**What needs to be done:** Take the records below and write them out again exactly.

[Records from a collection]
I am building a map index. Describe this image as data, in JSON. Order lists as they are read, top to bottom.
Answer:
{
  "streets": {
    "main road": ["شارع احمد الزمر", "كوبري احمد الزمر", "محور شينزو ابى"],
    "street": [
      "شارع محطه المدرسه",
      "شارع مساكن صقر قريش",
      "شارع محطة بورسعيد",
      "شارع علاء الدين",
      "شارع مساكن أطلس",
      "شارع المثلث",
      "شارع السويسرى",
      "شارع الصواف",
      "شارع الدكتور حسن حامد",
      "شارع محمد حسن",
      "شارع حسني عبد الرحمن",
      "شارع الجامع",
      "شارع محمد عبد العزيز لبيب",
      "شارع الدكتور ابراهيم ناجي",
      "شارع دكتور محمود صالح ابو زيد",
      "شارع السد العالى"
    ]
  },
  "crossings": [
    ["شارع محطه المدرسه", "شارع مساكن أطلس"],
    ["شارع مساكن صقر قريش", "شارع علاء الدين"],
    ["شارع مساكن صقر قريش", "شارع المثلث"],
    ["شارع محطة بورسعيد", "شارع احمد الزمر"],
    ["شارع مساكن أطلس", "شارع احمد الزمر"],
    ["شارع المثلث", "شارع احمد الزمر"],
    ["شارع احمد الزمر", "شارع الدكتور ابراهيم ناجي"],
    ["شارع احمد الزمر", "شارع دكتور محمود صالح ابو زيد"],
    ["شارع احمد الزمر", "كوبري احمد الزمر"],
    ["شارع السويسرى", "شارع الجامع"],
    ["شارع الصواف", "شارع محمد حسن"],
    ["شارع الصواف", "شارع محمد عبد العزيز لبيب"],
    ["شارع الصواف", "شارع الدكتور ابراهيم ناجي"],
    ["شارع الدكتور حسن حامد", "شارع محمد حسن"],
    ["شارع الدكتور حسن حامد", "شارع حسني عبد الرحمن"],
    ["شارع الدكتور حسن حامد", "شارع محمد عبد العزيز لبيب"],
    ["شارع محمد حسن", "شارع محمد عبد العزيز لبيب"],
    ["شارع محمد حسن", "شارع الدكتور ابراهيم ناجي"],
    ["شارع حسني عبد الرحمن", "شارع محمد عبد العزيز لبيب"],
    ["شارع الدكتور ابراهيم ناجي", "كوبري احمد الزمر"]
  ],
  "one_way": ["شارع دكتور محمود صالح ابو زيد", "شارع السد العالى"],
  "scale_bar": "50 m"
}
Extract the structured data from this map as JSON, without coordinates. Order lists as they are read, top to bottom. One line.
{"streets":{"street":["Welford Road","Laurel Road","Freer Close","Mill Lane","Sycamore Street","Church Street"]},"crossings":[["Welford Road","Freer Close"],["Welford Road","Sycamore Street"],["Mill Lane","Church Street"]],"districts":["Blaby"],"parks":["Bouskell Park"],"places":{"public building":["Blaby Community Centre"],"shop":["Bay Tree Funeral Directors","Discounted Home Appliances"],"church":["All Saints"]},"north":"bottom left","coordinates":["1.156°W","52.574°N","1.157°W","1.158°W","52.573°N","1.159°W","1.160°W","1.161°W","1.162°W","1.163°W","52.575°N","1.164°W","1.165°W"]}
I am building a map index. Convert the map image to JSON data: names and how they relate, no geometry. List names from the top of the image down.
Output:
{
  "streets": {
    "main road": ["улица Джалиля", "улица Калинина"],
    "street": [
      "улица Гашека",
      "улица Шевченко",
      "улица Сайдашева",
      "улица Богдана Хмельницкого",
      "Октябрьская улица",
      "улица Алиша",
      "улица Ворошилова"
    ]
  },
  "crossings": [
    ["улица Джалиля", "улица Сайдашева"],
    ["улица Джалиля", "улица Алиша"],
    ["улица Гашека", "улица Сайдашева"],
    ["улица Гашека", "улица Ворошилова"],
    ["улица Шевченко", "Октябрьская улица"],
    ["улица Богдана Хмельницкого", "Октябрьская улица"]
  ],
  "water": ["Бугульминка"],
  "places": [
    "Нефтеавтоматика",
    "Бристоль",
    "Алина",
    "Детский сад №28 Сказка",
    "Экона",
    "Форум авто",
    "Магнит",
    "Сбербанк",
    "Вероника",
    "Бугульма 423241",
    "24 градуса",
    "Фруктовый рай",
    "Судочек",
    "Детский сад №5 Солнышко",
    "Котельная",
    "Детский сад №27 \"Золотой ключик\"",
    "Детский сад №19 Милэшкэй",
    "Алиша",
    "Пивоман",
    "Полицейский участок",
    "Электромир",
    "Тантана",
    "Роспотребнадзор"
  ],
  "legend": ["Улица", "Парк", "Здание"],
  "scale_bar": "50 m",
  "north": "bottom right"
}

**Exercise solution:**
I am building a map index. Describe this image as data, in JSON. Order lists as they are read, top to bottom.
Answer:
{
  "streets": {
    "main road": ["شارع احمد الزمر", "كوبري احمد الزمر", "محور شينزو ابى"],
    "street": [
      "شارع محطه المدرسه",
      "شارع مساكن صقر قريش",
      "شارع محطة بورسعيد",
      "شارع علاء الدين",
      "شارع مساكن أطلس",
      "شارع المثلث",
      "شارع السويسرى",
      "شارع الصواف",
      "شارع الدكتور حسن حامد",
      "شارع محمد حسن",
      "شارع حسني عبد الرحمن",
      "شارع الجامع",
      "شارع محمد عبد العزيز لبيب",
      "شارع الدكتور ابراهيم ناجي",
      "شارع دكتور محمود صالح ابو زيد",
      "شارع السد العالى"
    ]
  },
  "crossings": [
    ["شارع محطه المدرسه", "شارع مساكن أطلس"],
    ["شارع مساكن صقر قريش", "شارع علاء الدين"],
    ["شارع مساكن صقر قريش", "شارع المثلث"],
    ["شارع محطة بورسعيد", "شارع احمد الزمر"],
    ["شارع مساكن أطلس", "شارع احمد الزمر"],
    ["شارع المثلث", "شارع احمد الزمر"],
    ["شارع احمد الزمر", "شارع الدكتور ابراهيم ناجي"],
    ["شارع احمد الزمر", "شارع دكتور محمود صالح ابو زيد"],
    ["شارع احمد الزمر", "كوبري احمد الزمر"],
    ["شارع السويسرى", "شارع الجامع"],
    ["شارع الصواف", "شارع محمد حسن"],
    ["شارع الصواف", "شارع محمد عبد العزيز لبيب"],
    ["شارع الصواف", "شارع الدكتور ابراهيم ناجي"],
    ["شارع الدكتور حسن حامد", "شارع محمد حسن"],
    ["شارع الدكتور حسن حامد", "شارع حسني عبد الرحمن"],
    ["شارع الدكتور حسن حامد", "شارع محمد عبد العزيز لبيب"],
    ["شارع محمد حسن", "شارع محمد عبد العزيز لبيب"],
    ["شارع محمد حسن", "شارع الدكتور ابراهيم ناجي"],
    ["شارع حسني عبد الرحمن", "شارع محمد عبد العزيز لبيب"],
    ["شارع الدكتور ابراهيم ناجي", "كوبري احمد الزمر"]
  ],
  "one_way": ["شارع دكتور محمود صالح ابو زيد", "شارع السد العالى"],
  "scale_bar": "50 m"
}
Extract the structured data from this map as JSON, without coordinates. Order lists as they are read, top to bottom. One line.
{"streets":{"street":["Welford Road","Laurel Road","Freer Close","Mill Lane","Sycamore Street","Church Street"]},"crossings":[["Welford Road","Freer Close"],["Welford Road","Sycamore Street"],["Mill Lane","Church Street"]],"districts":["Blaby"],"parks":["Bouskell Park"],"places":{"public building":["Blaby Community Centre"],"shop":["Bay Tree Funeral Directors","Discounted Home Appliances"],"church":["All Saints"]},"north":"bottom left","coordinates":["1.156°W","52.574°N","1.157°W","1.158°W","52.573°N","1.159°W","1.160°W","1.161°W","1.162°W","1.163°W","52.575°N","1.164°W","1.165°W"]}
I am building a map index. Convert the map image to JSON data: names and how they relate, no geometry. List names from the top of the image down.
Output:
{
  "streets": {
    "main road": ["улица Джалиля", "улица Калинина"],
    "street": [
      "улица Гашека",
      "улица Шевченко",
      "улица Сайдашева",
      "улица Богдана Хмельницкого",
      "Октябрьская улица",
      "улица Алиша",
      "улица Ворошилова"
    ]
  },
  "crossings": [
    ["улица Джалиля", "улица Сайдашева"],
    ["улица Джалиля", "улица Алиша"],
    ["улица Гашека", "улица Сайдашева"],
    ["улица Гашека", "улица Ворошилова"],
    ["улица Шевченко", "Октябрьская улица"],
    ["улица Богдана Хмельницкого", "Октябрьская улица"]
  ],
  "water": ["Бугульминка"],
  "places": [
    "Нефтеавтоматика",
    "Бристоль",
    "Алина",
    "Детский сад №28 Сказка",
    "Экона",
    "Форум авто",
    "Магнит",
    "Сбербанк",
    "Вероника",
    "Бугульма 423241",
    "24 градуса",
    "Фруктовый рай",
    "Судочек",
    "Детский сад №5 Солнышко",
    "Котельная",
    "Детский сад №27 \"Золотой ключик\"",
    "Детский сад №19 Милэшкэй",
    "Алиша",
    "Пивоман",
    "Полицейский участок",
    "Электромир",
    "Тантана",
    "Роспотребнадзор"
  ],
  "legend": ["Улица", "Парк", "Здание"],
  "scale_bar": "50 m",
  "north": "bottom right"
}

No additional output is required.